--- Records provided Enclosed Below ---

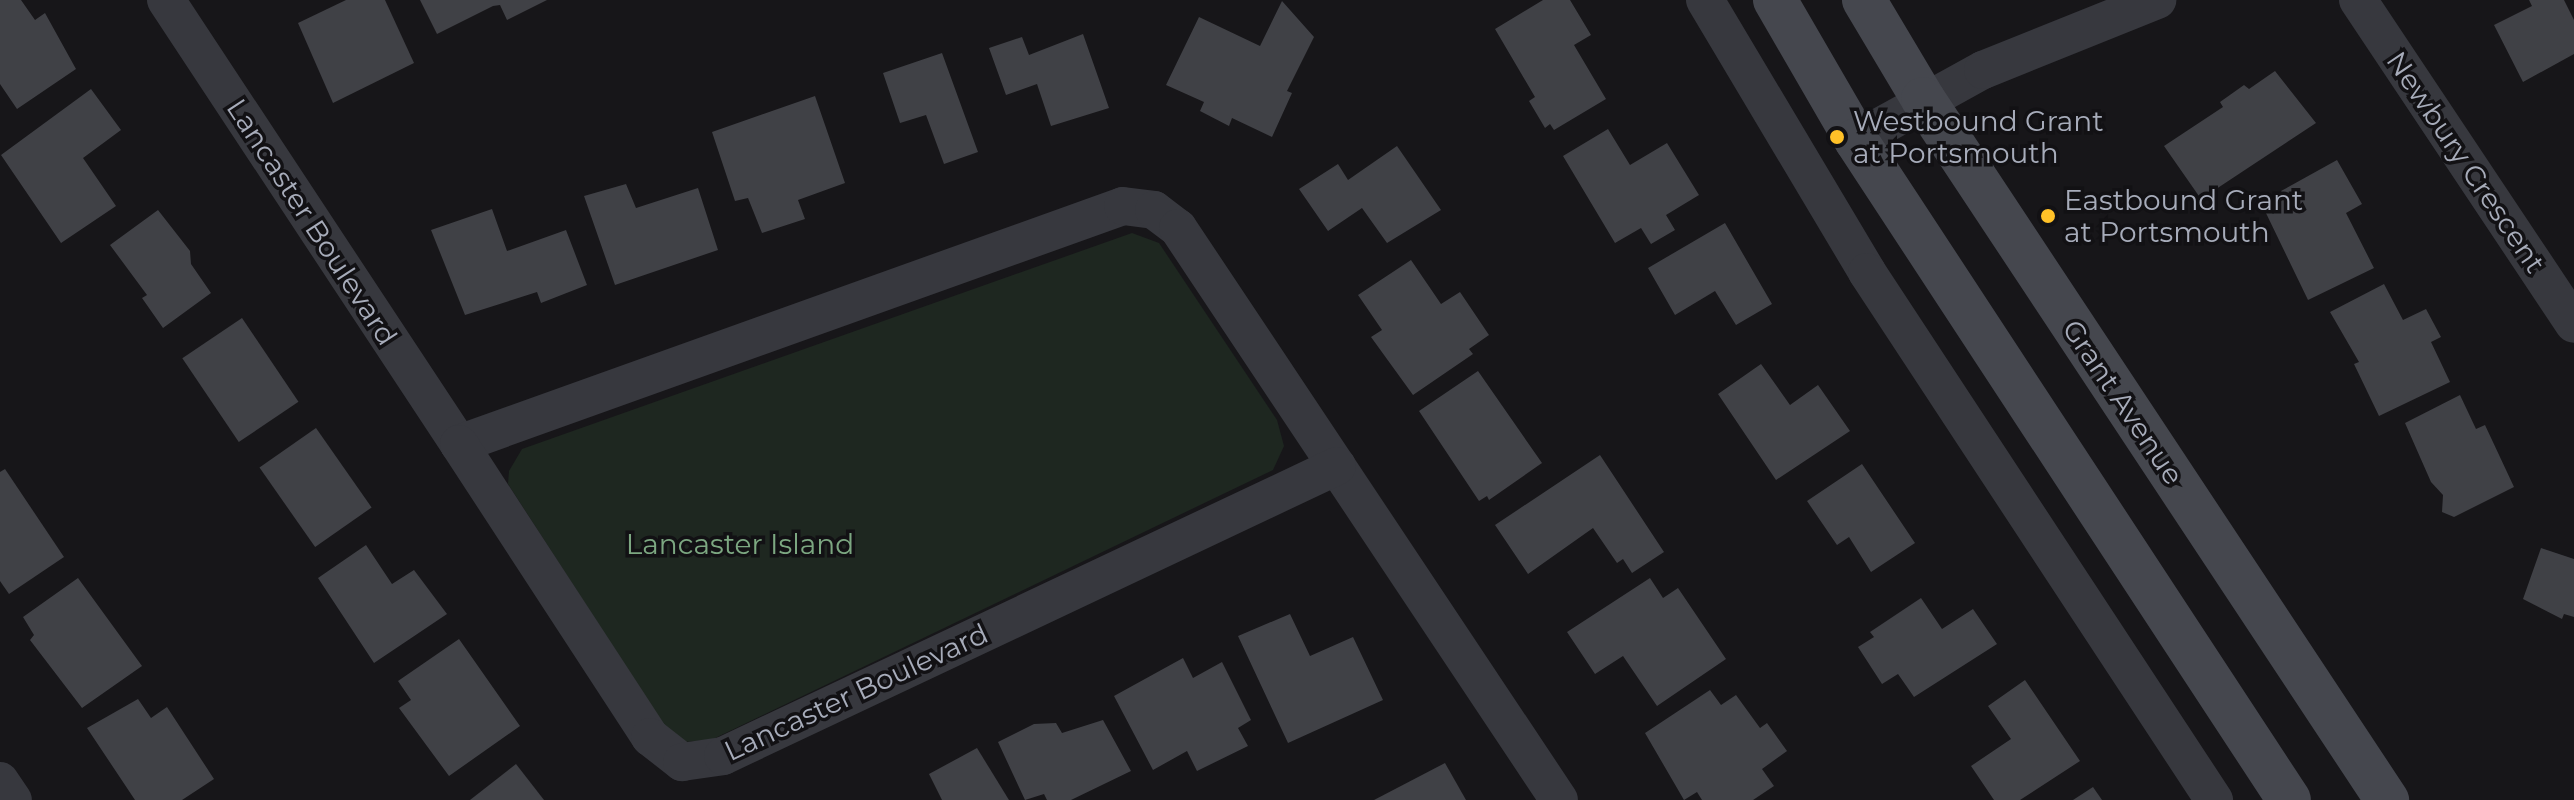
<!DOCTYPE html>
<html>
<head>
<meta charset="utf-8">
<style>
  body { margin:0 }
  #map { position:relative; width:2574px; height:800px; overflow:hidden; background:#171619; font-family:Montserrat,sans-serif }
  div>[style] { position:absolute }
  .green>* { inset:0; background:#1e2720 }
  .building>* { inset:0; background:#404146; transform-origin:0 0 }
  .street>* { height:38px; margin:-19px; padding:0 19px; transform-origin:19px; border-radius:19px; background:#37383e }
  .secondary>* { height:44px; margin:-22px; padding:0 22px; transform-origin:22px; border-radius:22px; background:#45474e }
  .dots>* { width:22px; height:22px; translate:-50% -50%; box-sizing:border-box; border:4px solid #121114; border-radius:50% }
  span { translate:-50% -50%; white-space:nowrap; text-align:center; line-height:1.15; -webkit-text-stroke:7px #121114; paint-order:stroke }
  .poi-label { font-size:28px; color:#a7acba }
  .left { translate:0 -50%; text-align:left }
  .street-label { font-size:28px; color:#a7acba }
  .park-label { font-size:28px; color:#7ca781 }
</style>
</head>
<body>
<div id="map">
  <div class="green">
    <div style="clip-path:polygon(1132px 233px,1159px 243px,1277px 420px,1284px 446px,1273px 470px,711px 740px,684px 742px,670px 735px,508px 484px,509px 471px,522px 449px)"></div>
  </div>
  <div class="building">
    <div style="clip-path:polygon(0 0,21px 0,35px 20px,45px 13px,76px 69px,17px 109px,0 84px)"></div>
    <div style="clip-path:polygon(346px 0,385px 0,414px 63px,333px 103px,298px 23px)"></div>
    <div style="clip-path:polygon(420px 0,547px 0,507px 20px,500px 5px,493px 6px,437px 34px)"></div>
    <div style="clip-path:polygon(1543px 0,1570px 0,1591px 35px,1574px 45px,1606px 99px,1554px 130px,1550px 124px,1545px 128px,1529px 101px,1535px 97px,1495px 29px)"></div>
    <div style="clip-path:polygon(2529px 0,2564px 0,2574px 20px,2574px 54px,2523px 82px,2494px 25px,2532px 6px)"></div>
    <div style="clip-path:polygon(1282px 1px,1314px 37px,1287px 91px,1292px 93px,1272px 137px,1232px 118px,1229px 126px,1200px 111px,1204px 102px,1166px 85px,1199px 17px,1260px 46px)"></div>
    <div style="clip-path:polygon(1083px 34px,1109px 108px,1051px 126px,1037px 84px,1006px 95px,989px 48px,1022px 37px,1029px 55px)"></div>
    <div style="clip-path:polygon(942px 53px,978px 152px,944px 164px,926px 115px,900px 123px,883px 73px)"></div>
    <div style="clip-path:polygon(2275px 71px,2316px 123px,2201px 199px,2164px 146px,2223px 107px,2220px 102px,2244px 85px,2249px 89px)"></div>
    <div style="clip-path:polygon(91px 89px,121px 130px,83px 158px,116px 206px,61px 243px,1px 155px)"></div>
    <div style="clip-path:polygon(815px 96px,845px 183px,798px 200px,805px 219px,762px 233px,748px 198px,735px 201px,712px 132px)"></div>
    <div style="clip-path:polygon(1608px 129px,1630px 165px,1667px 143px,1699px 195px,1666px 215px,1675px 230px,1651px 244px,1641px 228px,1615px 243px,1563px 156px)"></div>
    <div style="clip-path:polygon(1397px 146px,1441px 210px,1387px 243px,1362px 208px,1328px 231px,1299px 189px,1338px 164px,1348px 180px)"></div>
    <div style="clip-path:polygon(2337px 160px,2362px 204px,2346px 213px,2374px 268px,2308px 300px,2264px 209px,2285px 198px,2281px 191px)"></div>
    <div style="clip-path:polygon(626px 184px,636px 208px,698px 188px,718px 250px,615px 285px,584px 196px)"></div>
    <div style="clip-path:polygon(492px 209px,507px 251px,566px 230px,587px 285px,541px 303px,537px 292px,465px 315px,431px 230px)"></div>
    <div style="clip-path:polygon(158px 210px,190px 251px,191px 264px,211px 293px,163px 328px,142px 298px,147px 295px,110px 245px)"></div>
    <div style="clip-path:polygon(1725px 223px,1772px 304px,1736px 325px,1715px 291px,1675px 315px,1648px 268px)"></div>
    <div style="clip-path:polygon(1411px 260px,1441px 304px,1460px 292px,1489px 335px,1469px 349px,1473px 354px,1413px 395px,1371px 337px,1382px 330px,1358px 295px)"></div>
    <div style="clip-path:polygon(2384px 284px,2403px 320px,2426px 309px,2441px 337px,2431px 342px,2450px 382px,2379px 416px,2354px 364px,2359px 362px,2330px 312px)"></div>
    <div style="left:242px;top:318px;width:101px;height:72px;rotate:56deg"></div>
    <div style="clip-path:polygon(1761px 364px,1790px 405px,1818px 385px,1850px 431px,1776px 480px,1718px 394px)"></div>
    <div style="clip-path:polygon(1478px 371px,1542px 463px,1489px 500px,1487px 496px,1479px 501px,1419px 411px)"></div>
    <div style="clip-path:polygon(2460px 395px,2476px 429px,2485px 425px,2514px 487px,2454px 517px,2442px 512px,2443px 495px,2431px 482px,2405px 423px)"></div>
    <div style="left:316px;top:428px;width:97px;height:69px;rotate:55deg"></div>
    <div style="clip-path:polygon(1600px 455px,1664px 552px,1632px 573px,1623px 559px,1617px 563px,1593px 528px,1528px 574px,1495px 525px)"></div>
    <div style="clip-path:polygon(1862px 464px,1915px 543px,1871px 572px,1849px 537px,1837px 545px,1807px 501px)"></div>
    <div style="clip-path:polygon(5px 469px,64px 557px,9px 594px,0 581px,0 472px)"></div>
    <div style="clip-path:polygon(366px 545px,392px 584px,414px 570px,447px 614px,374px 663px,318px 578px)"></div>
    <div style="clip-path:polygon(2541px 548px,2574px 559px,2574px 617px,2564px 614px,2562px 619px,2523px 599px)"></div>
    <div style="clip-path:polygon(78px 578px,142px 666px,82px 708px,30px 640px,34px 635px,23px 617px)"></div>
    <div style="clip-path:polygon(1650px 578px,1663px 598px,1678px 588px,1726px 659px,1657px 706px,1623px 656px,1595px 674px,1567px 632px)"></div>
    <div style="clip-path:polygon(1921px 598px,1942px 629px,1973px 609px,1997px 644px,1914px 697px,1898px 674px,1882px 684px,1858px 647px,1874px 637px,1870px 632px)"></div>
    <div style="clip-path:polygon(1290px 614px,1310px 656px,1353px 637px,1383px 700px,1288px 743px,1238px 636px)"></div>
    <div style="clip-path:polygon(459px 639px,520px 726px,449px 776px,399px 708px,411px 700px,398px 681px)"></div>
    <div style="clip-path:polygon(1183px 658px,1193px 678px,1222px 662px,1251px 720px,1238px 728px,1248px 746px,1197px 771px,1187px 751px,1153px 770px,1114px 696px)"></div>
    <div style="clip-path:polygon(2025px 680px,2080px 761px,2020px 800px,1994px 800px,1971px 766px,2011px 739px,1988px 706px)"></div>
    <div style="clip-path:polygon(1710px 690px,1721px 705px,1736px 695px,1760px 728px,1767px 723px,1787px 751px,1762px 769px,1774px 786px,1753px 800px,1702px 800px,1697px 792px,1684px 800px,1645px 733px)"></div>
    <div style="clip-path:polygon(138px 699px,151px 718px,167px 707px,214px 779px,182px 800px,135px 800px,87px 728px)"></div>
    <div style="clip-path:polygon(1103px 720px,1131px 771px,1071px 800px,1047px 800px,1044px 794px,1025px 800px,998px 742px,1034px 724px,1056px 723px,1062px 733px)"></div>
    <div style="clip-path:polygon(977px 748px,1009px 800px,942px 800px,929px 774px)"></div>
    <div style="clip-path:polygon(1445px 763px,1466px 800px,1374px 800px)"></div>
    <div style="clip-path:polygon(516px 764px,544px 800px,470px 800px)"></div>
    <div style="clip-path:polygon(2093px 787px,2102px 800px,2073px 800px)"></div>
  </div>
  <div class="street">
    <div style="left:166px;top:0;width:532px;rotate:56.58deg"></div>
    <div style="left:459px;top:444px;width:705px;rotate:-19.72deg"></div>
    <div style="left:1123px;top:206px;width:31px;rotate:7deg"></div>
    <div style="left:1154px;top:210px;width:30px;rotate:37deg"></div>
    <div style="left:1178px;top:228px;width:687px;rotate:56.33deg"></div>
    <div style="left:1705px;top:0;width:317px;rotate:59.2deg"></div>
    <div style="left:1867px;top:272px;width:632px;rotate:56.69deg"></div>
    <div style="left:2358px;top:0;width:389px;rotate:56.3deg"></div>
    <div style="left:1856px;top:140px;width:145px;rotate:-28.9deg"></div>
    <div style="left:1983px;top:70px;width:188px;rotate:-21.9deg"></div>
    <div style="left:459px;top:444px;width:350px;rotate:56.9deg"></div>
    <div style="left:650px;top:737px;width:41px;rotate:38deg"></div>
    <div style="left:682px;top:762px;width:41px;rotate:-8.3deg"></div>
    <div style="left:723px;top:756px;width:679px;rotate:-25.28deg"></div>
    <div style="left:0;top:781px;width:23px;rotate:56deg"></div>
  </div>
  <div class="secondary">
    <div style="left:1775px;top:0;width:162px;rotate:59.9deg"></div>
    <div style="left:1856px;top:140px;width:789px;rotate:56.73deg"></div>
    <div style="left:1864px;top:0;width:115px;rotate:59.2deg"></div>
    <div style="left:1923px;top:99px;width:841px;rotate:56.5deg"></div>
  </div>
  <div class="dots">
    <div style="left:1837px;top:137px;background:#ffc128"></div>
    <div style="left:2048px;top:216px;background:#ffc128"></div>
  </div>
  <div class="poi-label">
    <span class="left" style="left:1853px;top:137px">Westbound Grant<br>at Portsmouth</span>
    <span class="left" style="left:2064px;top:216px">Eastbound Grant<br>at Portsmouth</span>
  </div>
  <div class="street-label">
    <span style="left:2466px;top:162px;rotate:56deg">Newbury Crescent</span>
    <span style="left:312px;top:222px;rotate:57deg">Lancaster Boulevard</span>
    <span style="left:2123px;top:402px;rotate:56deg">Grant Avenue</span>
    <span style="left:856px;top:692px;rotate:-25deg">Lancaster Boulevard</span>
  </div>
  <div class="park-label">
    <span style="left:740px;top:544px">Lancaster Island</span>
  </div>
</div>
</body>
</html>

--- End of Enclosed Records provided ---

» Task details:
For this answer, retype the lines from the start of the listing through the line that holds "position:relative; width:2574px; height:800px;", inclusive, exactly and without pictures.

» Your solution:
<!DOCTYPE html>
<html>
<head>
<meta charset="utf-8">
<style>
  body { margin:0 }
  #map { position:relative; width:2574px; height:800px; overflow:hidden; background:#171619; font-family:Montserrat,sans-serif }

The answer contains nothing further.